Il existe cependant plusieurs types de site. Le blog est mal adapté pour cette tache (il sert plutôt, comme nous l’avons vu à faciliter la diffusion d’information avec un public le plus large possible). Il est possible d’utiliser un wiki (un site où chacun peut facilement contribuer) comme par exemple , un pad (une page dans laquelle chacun peut écrire) tels que Etherpad ou Framapad ou encore un traitement de texte en ligne comme Googledoc ou encore Zoho. Il peut être intéressant de mixer ces outils suivant le niveau de complexité souhaité pour chaque service, en y ajoutant une page d’accueil pointant vers les différents espaces.

La gare de triage des services du groupe


Ici nous sommes au royaume des “outils pull” c’est à dire des espaces en ligne où il faut que l’utilisateur vienne chercher l’information. Contrairement aux mail et autres outils push où l’information est directement délivrée dans la boite au lettre de l’utilisateur, le site web nécessite une démarche de la part de l’utilisateur pour aller chercher l’information. Mais il complète parfaitement les autres activités de la communauté (diffusion d’information, rencontres, discussions entre les rencontres) en permettant de retrouver facilement n’importe quelle information, indépendamment du moment où elle a été proposée.
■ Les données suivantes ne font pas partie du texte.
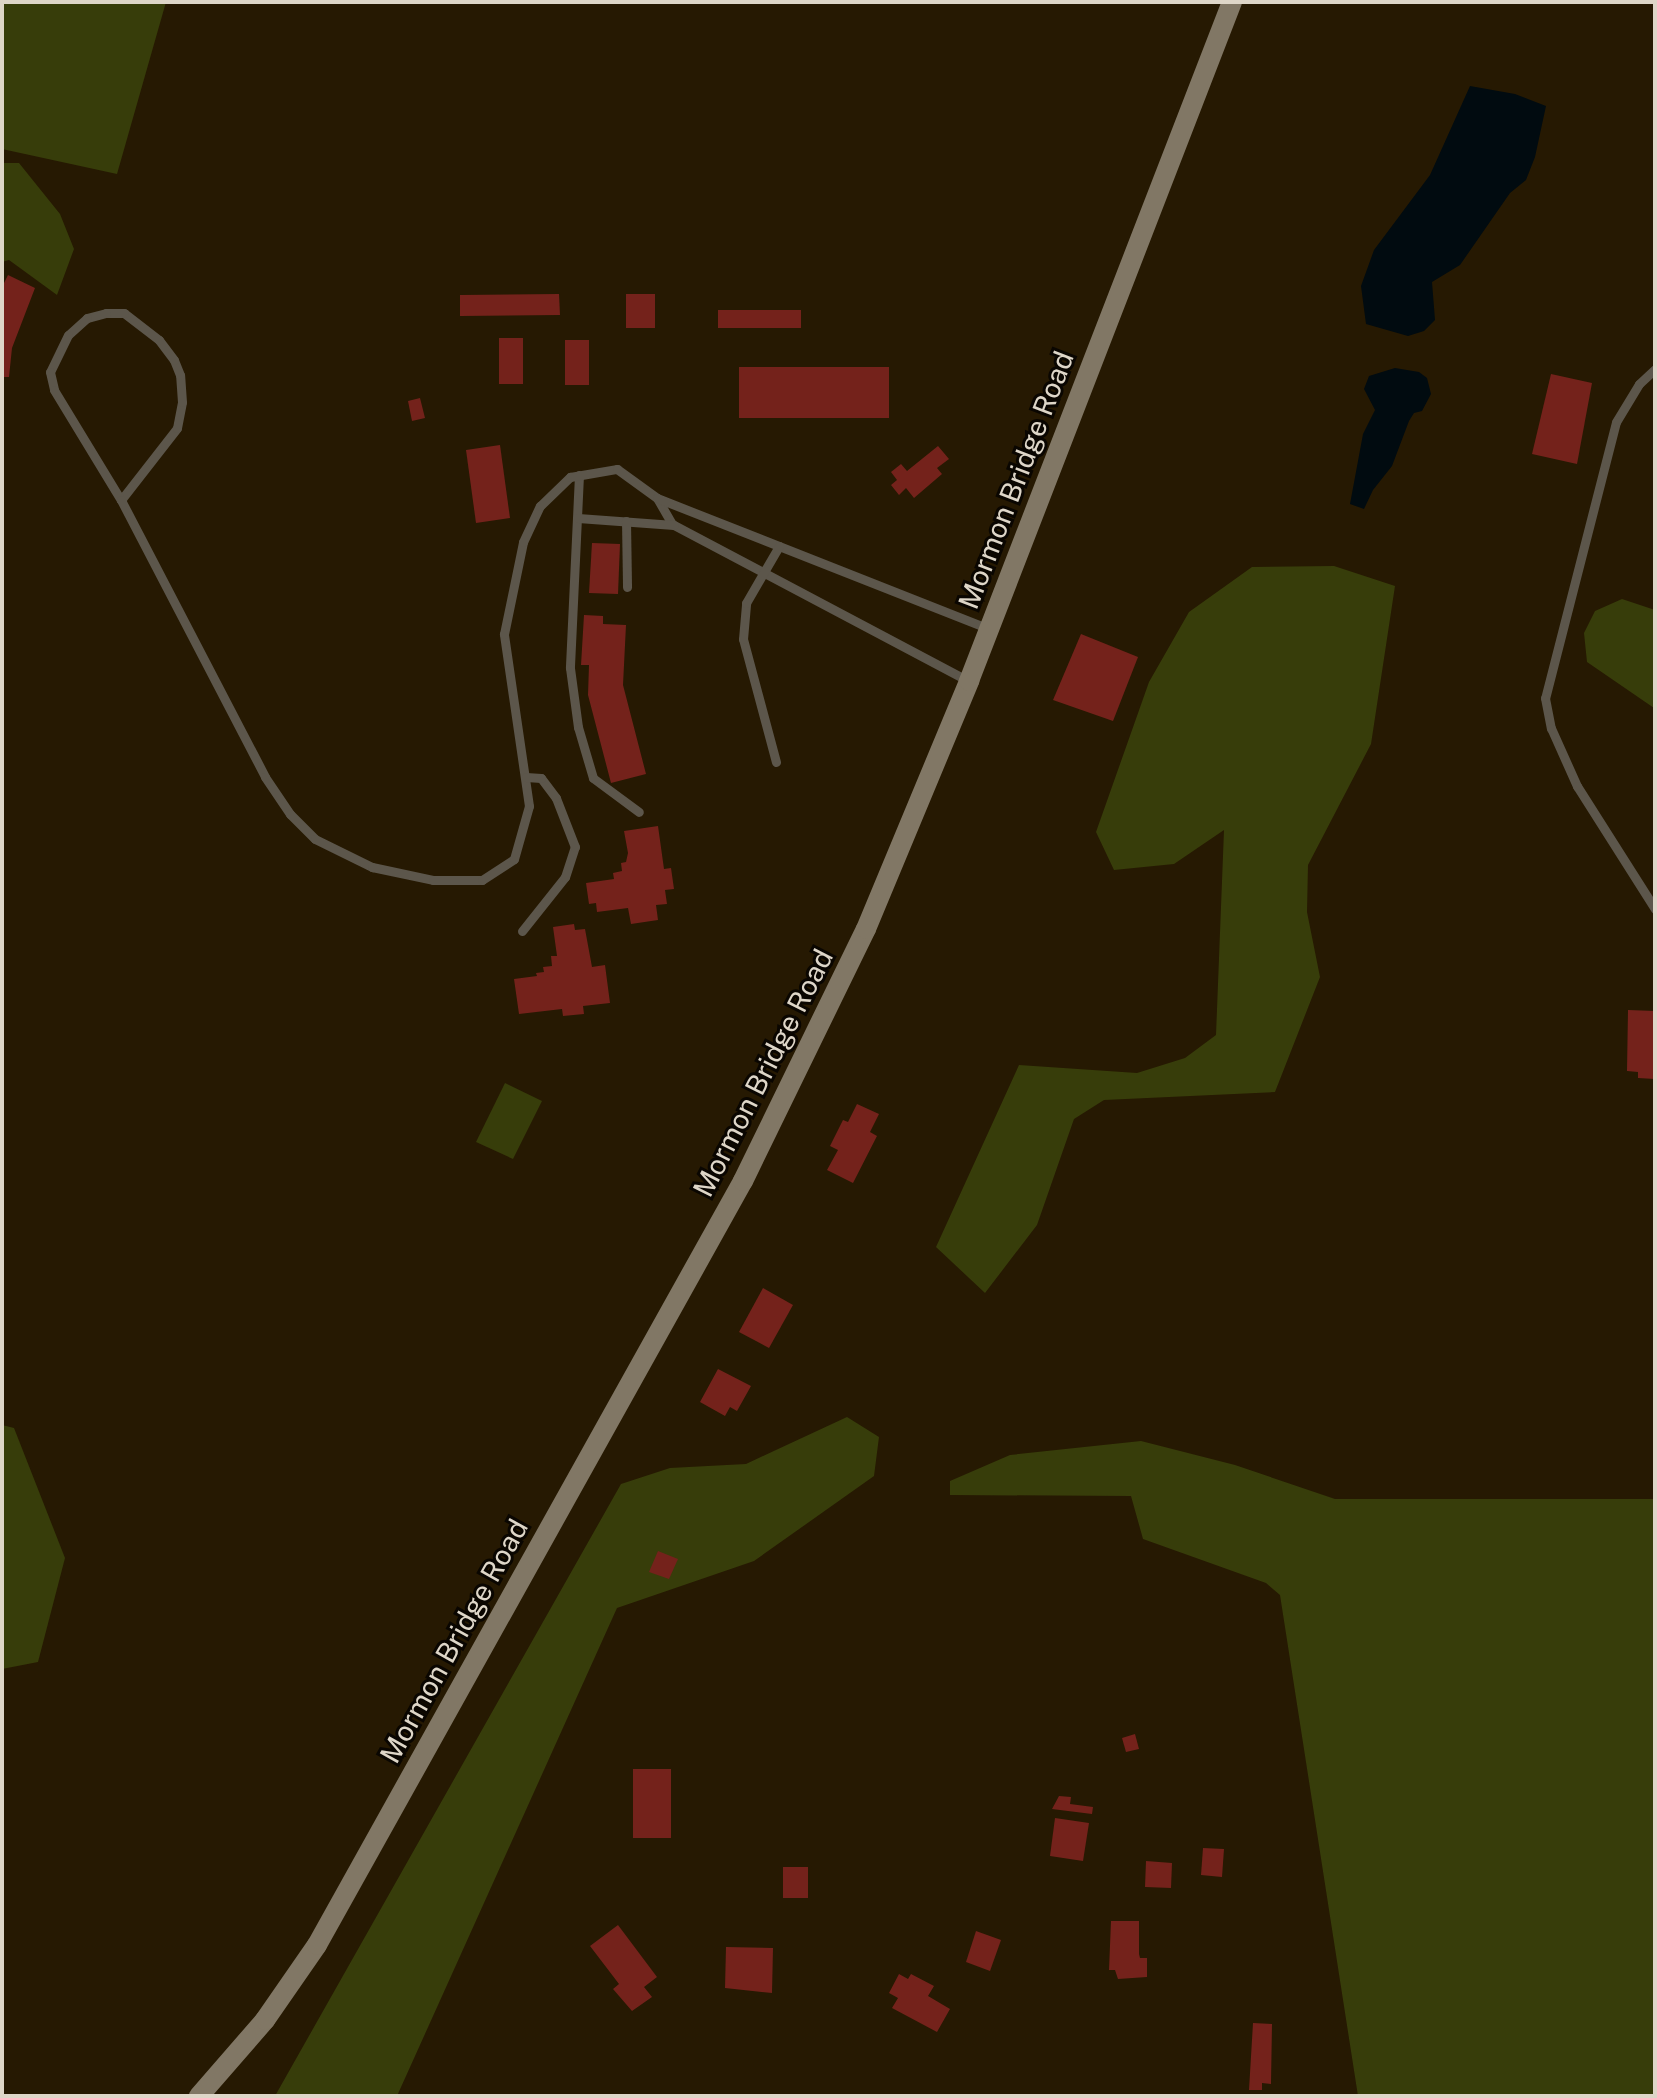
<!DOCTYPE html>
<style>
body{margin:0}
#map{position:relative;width:1657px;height:2098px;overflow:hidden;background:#261902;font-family:"Public Sans",sans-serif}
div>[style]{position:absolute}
.green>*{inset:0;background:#373d0a}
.water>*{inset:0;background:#010b10}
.building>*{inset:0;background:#74221b}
.lane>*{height:9px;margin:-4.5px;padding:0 4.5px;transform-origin:4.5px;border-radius:4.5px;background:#5c564b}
.secondary>*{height:20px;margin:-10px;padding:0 10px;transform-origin:10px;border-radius:10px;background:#817765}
span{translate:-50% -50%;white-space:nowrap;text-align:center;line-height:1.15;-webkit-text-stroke:6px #0a0601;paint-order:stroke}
.street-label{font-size:28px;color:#ded6c8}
.frame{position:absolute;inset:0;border:4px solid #ded6c8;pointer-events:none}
</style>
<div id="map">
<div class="green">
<i style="clip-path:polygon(2px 2px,166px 2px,117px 174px,2px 149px)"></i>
<i style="clip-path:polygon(2px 163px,19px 163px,60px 214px,74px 249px,57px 295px,9px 260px,2px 262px)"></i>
<i style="clip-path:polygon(1334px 566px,1395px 586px,1371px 744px,1308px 865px,1307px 912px,1320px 977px,1275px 1092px,1104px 1100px,1074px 1119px,1037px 1225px,985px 1293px,936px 1247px,1019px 1065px,1137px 1073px,1185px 1058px,1216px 1035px,1224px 830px,1174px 864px,1114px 870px,1096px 832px,1149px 682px,1189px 612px,1252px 567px)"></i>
<i style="clip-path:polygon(1622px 599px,1655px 610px,1655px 720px,1654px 708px,1587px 662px,1584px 633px,1595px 611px)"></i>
<i style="clip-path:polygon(505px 1083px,542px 1101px,513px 1159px,476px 1142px)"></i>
<i style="clip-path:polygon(847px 1417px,879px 1437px,874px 1476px,754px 1561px,617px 1608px,397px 2096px,275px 2096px,621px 1484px,670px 1468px,746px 1464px)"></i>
<i style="clip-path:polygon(2px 1425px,14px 1428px,65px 1558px,38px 1662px,2px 1669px)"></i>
<i style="clip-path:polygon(1141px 1441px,1235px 1465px,1335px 1499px,1655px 1499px,1655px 2096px,1358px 2096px,1280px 1595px,1266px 1583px,1143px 1539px,1131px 1496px,950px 1495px,950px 1481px,1010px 1455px)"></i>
</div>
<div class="water">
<i style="clip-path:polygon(1470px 86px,1515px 94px,1546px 106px,1535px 157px,1526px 180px,1510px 193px,1460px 265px,1432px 282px,1435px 320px,1424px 331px,1408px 336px,1366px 324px,1361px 286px,1374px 250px,1430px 175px)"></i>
<i style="clip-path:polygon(1395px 368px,1419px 372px,1427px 378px,1431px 394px,1422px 411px,1414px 413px,1409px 421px,1392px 466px,1373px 490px,1364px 509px,1350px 504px,1363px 434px,1375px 410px,1364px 389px,1369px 376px)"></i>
</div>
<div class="building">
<i style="clip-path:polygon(8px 275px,35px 288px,12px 348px,9px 377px,2px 377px,2px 287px)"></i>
<i style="clip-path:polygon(559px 294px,560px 315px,460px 316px,460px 295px)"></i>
<i style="clip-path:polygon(626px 294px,655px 294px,655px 328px,626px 328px)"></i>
<i style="clip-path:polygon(718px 310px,801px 310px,801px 328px,718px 328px)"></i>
<i style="clip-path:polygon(499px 338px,523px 338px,523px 384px,499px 384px)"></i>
<i style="clip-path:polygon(565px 340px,589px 340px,589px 385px,565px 385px)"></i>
<i style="clip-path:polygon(739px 367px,889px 367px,889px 418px,739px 418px)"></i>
<i style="clip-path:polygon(1551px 374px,1592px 383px,1577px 464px,1532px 454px)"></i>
<i style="clip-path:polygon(420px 398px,425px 418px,412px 421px,408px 401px)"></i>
<i style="clip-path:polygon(500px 445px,510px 518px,476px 523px,466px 450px)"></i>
<i style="clip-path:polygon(938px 446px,949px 459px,937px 468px,942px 474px,914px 498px,906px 488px,899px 495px,891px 485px,897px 480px,891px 472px,901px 464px,907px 471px)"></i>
<i style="clip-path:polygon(592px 543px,620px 544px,618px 594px,589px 593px)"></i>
<i style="clip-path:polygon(584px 615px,603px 616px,603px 624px,626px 625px,623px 685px,646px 774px,611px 783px,588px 695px,589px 665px,581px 665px)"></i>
<i style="clip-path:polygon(1081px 634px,1138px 657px,1113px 721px,1053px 700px)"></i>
<i style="clip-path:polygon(658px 826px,664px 869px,671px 868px,674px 889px,665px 890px,667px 904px,656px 905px,658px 920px,631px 924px,628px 908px,597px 912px,596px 903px,589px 904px,586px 883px,614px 879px,613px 873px,622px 871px,621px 863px,626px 862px,628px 853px,624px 831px)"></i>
<i style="clip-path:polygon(574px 924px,575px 930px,585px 929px,592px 967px,605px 965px,610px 1003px,583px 1006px,584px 1014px,563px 1016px,562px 1009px,519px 1014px,514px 979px,537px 976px,536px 973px,544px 972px,543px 967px,552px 966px,551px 956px,557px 956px,553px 927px)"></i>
<i style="clip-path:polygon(1628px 1010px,1655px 1011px,1655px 1079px,1638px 1078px,1638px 1072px,1627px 1071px)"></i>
<i style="clip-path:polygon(857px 1104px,879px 1114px,870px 1132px,877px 1136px,853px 1183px,827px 1170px,838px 1150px,830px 1146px,843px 1120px,848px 1122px)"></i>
<i style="clip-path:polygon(763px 1288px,793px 1305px,769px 1348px,739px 1332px)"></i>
<i style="clip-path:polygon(718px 1369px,751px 1386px,737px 1411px,730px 1407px,725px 1416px,700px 1402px)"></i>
<i style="clip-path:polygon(658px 1551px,678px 1559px,669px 1579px,649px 1572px)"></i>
<i style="clip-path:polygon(1135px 1734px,1139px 1749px,1126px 1752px,1122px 1738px)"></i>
<i style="clip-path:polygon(633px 1769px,671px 1769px,671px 1838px,633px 1838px)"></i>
<i style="clip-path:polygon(1059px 1796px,1071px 1797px,1070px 1804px,1093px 1807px,1092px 1814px,1052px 1809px)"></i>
<i style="clip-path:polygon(1055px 1818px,1089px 1823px,1083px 1861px,1050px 1856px)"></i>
<i style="clip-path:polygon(1203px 1848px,1224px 1849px,1222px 1877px,1201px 1875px)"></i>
<i style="clip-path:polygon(1146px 1861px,1172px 1863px,1171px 1888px,1145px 1887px)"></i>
<i style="clip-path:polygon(783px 1867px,808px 1867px,808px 1898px,783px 1898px)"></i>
<i style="clip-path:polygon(1111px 1921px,1139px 1921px,1139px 1954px,1140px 1958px,1147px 1958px,1147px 1977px,1118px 1979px,1115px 1970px,1109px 1970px)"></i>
<i style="clip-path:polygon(618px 1925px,657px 1977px,644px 1987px,652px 1997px,632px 2011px,613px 1989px,619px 1984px,590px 1946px)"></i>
<i style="clip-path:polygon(976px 1931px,1001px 1940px,990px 1971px,966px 1962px)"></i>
<i style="clip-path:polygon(726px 1947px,773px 1948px,772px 1993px,725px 1988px)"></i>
<i style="clip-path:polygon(899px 1974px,908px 1979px,911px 1974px,934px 1986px,928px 1996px,950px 2009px,937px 2032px,892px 2008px,898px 1998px,889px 1993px)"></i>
<i style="clip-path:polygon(1253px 2023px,1272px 2024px,1271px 2084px,1262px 2083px,1262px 2090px,1249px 2090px)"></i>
</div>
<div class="lane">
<i style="left:1655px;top:369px;width:22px;rotate:137deg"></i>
<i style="left:1639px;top:384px;width:44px;rotate:121.2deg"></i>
<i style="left:1616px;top:422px;width:285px;rotate:104.4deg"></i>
<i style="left:1545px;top:698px;width:31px;rotate:79deg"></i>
<i style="left:1551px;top:728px;width:64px;rotate:65.9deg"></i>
<i style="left:1577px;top:786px;width:146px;rotate:57.6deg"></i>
<i style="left:579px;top:475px;width:193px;rotate:92.7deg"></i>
<i style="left:570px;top:668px;width:60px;rotate:82.3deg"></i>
<i style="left:578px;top:727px;width:53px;rotate:73.6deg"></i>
<i style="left:593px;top:778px;width:57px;rotate:36.5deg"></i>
<i style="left:657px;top:498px;width:30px;rotate:60deg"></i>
<i style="left:672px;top:524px;width:336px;rotate:27.9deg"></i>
<i style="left:121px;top:500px;width:91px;rotate:-52.1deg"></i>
<i style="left:177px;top:428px;width:26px;rotate:-79deg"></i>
<i style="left:182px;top:402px;width:27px;rotate:-94deg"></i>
<i style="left:180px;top:375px;width:16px;rotate:-112deg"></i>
<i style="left:174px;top:360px;width:25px;rotate:-127deg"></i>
<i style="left:159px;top:340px;width:44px;rotate:-142.4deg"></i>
<i style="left:124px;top:313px;width:18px;rotate:180deg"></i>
<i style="left:106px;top:313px;width:20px;rotate:165deg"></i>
<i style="left:87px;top:318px;width:25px;rotate:138deg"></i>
<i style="left:68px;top:335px;width:41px;rotate:115.9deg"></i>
<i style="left:50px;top:372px;width:18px;rotate:77deg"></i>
<i style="left:54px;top:390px;width:129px;rotate:58.7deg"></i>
<i style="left:121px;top:500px;width:312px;rotate:62.5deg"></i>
<i style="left:265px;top:777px;width:45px;rotate:56deg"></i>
<i style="left:290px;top:814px;width:35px;rotate:45deg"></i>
<i style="left:315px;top:839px;width:64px;rotate:26.2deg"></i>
<i style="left:372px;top:867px;width:62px;rotate:12deg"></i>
<i style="left:433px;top:880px;width:49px"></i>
<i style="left:482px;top:880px;width:38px;rotate:-33deg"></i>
<i style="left:514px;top:859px;width:55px;rotate:-74.2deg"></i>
<i style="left:529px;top:806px;width:174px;rotate:-98.3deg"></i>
<i style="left:504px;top:634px;width:94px;rotate:-78.3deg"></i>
<i style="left:523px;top:542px;width:40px;rotate:-65deg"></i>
<i style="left:540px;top:506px;width:42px;rotate:-44deg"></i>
<i style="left:570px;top:477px;width:48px;rotate:-9.7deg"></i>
<i style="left:617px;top:469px;width:49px;rotate:35.9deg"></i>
<i style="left:657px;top:498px;width:357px;rotate:21.5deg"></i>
<i style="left:578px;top:518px;width:96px;rotate:4.2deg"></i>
<i style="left:626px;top:521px;width:66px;rotate:89.1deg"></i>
<i style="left:776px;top:762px;width:127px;rotate:-105deg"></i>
<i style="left:743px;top:639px;width:36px;rotate:-85deg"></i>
<i style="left:746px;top:603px;width:66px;rotate:-59.9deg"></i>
<i style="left:522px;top:931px;width:69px;rotate:-51.5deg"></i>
<i style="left:565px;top:877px;width:32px;rotate:-72deg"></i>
<i style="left:575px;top:847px;width:53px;rotate:-111.2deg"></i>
<i style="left:556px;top:798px;width:25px;rotate:-127deg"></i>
<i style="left:541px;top:778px;width:15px;rotate:-176deg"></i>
</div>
<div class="secondary">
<i style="left:199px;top:2096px;width:101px;rotate:-49deg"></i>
<i style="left:265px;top:2020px;width:91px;rotate:-55.3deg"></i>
<i style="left:317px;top:1945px;width:875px;rotate:-60.86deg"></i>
<i style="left:743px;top:1181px;width:280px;rotate:-64deg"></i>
<i style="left:866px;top:929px;width:269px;rotate:-67.4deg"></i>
<i style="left:969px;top:681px;width:728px;rotate:-68.83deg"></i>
</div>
<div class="street-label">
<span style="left:1016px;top:480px;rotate:-69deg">Mormon Bridge Road</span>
<span style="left:763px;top:1073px;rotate:-63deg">Mormon Bridge Road</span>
<span style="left:454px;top:1641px;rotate:-61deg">Mormon Bridge Road</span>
</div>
<div class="frame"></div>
</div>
Que doit-on trouver dans l’espace de partage de la communauté ? A peu près tout, y compris les archives de ce qui a été échangé au cours des différentes activités :

  • Les informations de base de la communauté : la présentation du groupe, éventuellement la liste et la présentation des membres, si nécessaire les partenaires de la communauté  ;

  • La diffusion d’information : les informations du groupe diffusées via un blog, une page facebook, etc. ;

  • Les rencontres : un calendrier des prochaines rencontres et un lien vers les comptes rendus (ou mieux les rapports d’étonnement) des précédentes rencontres ;

  • La discussions entre les rencontres : les archives des discussions et une page pour s’inscrire et se désinscrire à la discussion (ou à l’ensemble des services si on a pu unifier l’inscription)  ;

  • Le suivi des projets ouverts collectifs : une ou plusieurs pages de travail par projet pour partager les informations en cours ;

  • Les ressources publiques proposées par la communauté : des guides et autres documents produits par la communauté ou certains de ses projets, des éléments de veille utiles dans le contexte du groupe ou même des ressources utiles produites par d’autres communautés ;


Ces différentes pages peuvent faire appel à des services en ligne variés, mais heureusement il est assez facile d’intégrer des pages web proposées par des sites différents soit en faisant des liens vers ces différentes pages depuis une page d’accueil qui nous offre ainsi une véritable gare de triage, soit mieux en intégrant directement certains services dans des pages du site afin d’unifier la présentation (on utilise pour cela des techniques appelées “widgets” ou “iframes…”).


Pour en savoir plus : intégrer des services au sein d’un même site

Nous avons choisi après plusieurs essais d’intégrer les différents services dans un site le plus simple possible. Nous avons intégré chaque page dans un wiki dédié au groupe, mais il est tout à fait possible d’utiliser votre propre site en intégrant les différents services utiles à la communauté dans un ensemble de pages. On retrouve cette organisation dans la plupart des communautés du site http://coop-group.org/ (voir par exemple http://coop-group.org/interlangues/ ). L’approche proposée tient compte des différentes remarques faites dans ce chapitre sur l’espace de partage mais également dans les chapitres sur les autres activités de la communauté.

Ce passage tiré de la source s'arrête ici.